__Requirement__
Nothing but the pictures may be left out. Restate the rest of the entries word for word.

Top of Provided data

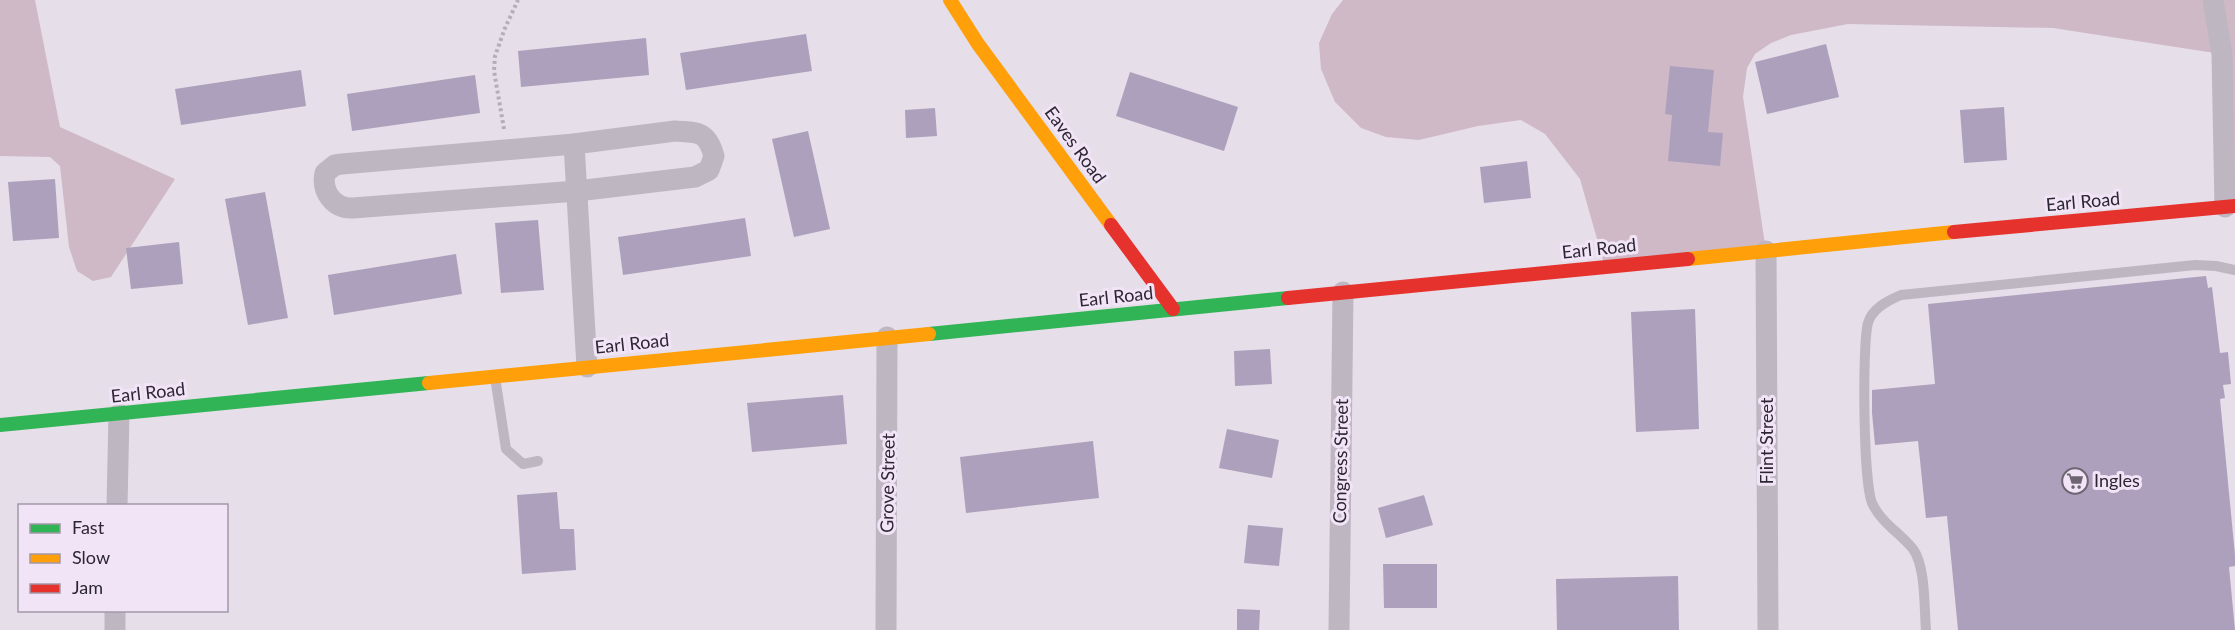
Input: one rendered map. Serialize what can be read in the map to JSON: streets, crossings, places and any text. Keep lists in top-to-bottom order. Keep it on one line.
{"streets":{"main road":["Eaves Road","Earl Road"],"street":["Flint Street","Congress Street","Grove Street"]},"crossings":[["Eaves Road","Earl Road"],["Earl Road","Flint Street"],["Earl Road","Congress Street"],["Earl Road","Grove Street"]],"places":{"supermarket":["Ingles"]},"legend":["Fast","Slow","Jam"]}
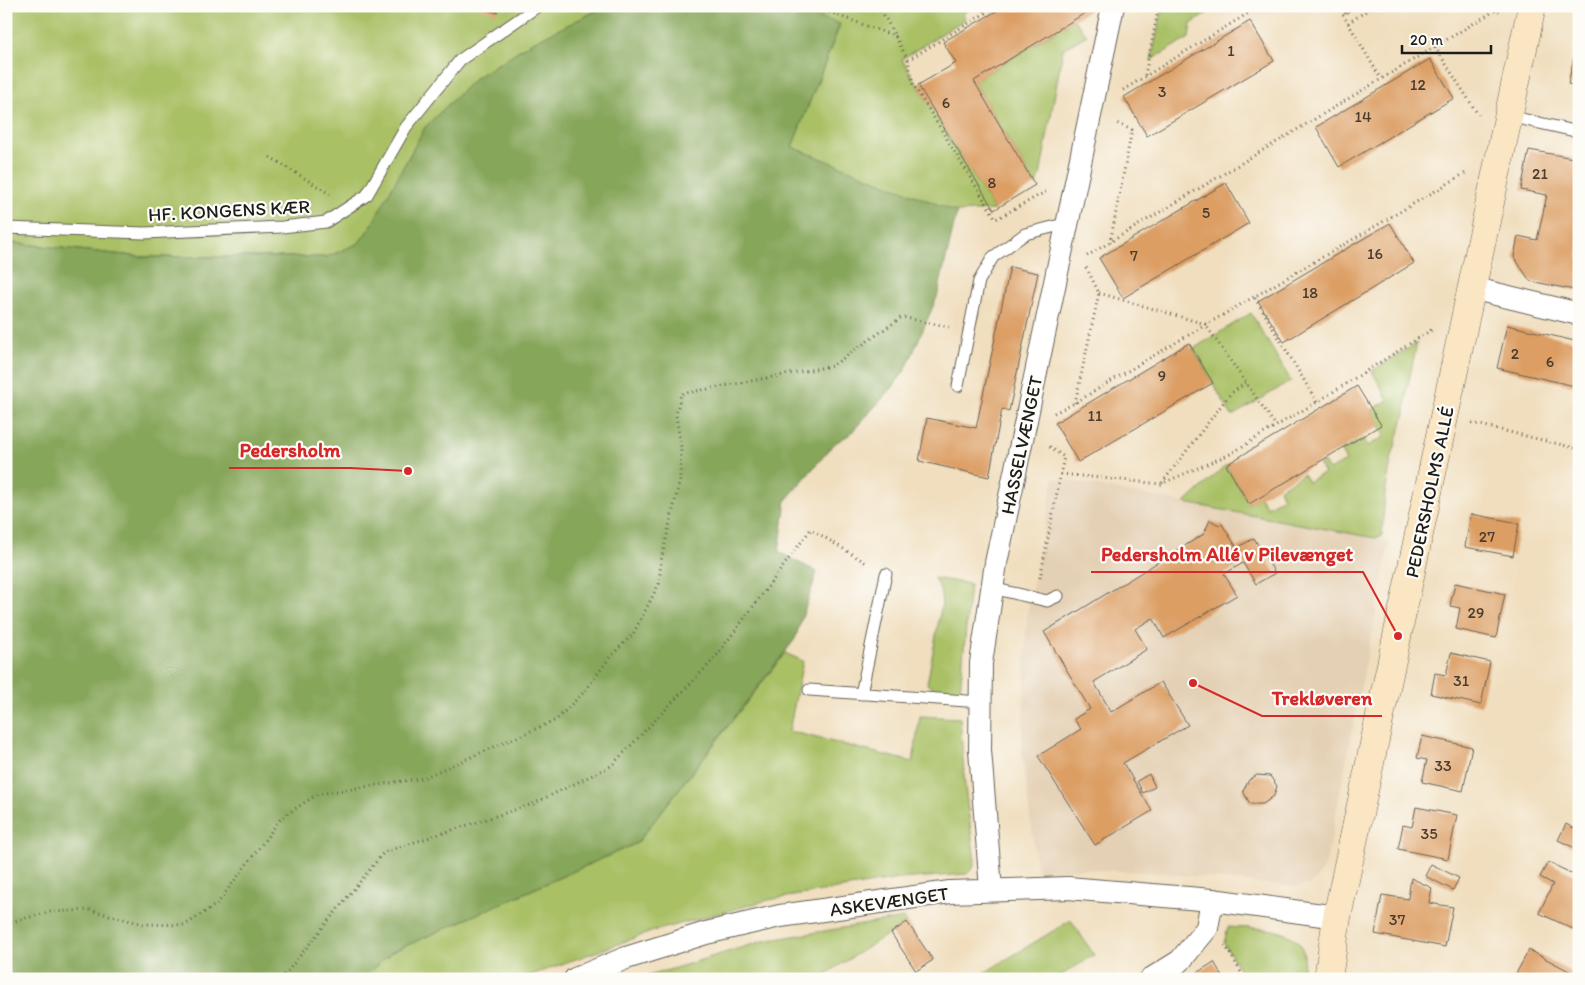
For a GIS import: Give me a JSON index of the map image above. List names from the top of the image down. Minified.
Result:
{"streets":{"street":["HASSELVÆNGET","PEDERSHOLMS ALLÉ","ASKEVÆNGET"],"lane":["HF. KONGENS KÆR"]},"crossings":[["HASSELVÆNGET","ASKEVÆNGET"],["PEDERSHOLMS ALLÉ","ASKEVÆNGET"]],"places":["Pedersholm","Pedersholm Allé v Pilevænget","Trekløveren"],"house_numbers":["1","12","3","6","14","21","8","5","16","7","18","2","6","9","11","27","29","31","33","35","37"],"scale_bar":"20 m"}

Bottom of Provided data

__Written answer__
Input: one rendered map. Serialize what can be read in the map to JSON: streets, crossings, places and any text. Keep lists in top-to-bottom order. Keep it on one line.
{"streets":{"main road":["Eaves Road","Earl Road"],"street":["Flint Street","Congress Street","Grove Street"]},"crossings":[["Eaves Road","Earl Road"],["Earl Road","Flint Street"],["Earl Road","Congress Street"],["Earl Road","Grove Street"]],"places":{"supermarket":["Ingles"]},"legend":["Fast","Slow","Jam"]}
For a GIS import: Give me a JSON index of the map image above. List names from the top of the image down. Minified.
Result:
{"streets":{"street":["HASSELVÆNGET","PEDERSHOLMS ALLÉ","ASKEVÆNGET"],"lane":["HF. KONGENS KÆR"]},"crossings":[["HASSELVÆNGET","ASKEVÆNGET"],["PEDERSHOLMS ALLÉ","ASKEVÆNGET"]],"places":["Pedersholm","Pedersholm Allé v Pilevænget","Trekløveren"],"house_numbers":["1","12","3","6","14","21","8","5","16","7","18","2","6","9","11","27","29","31","33","35","37"],"scale_bar":"20 m"}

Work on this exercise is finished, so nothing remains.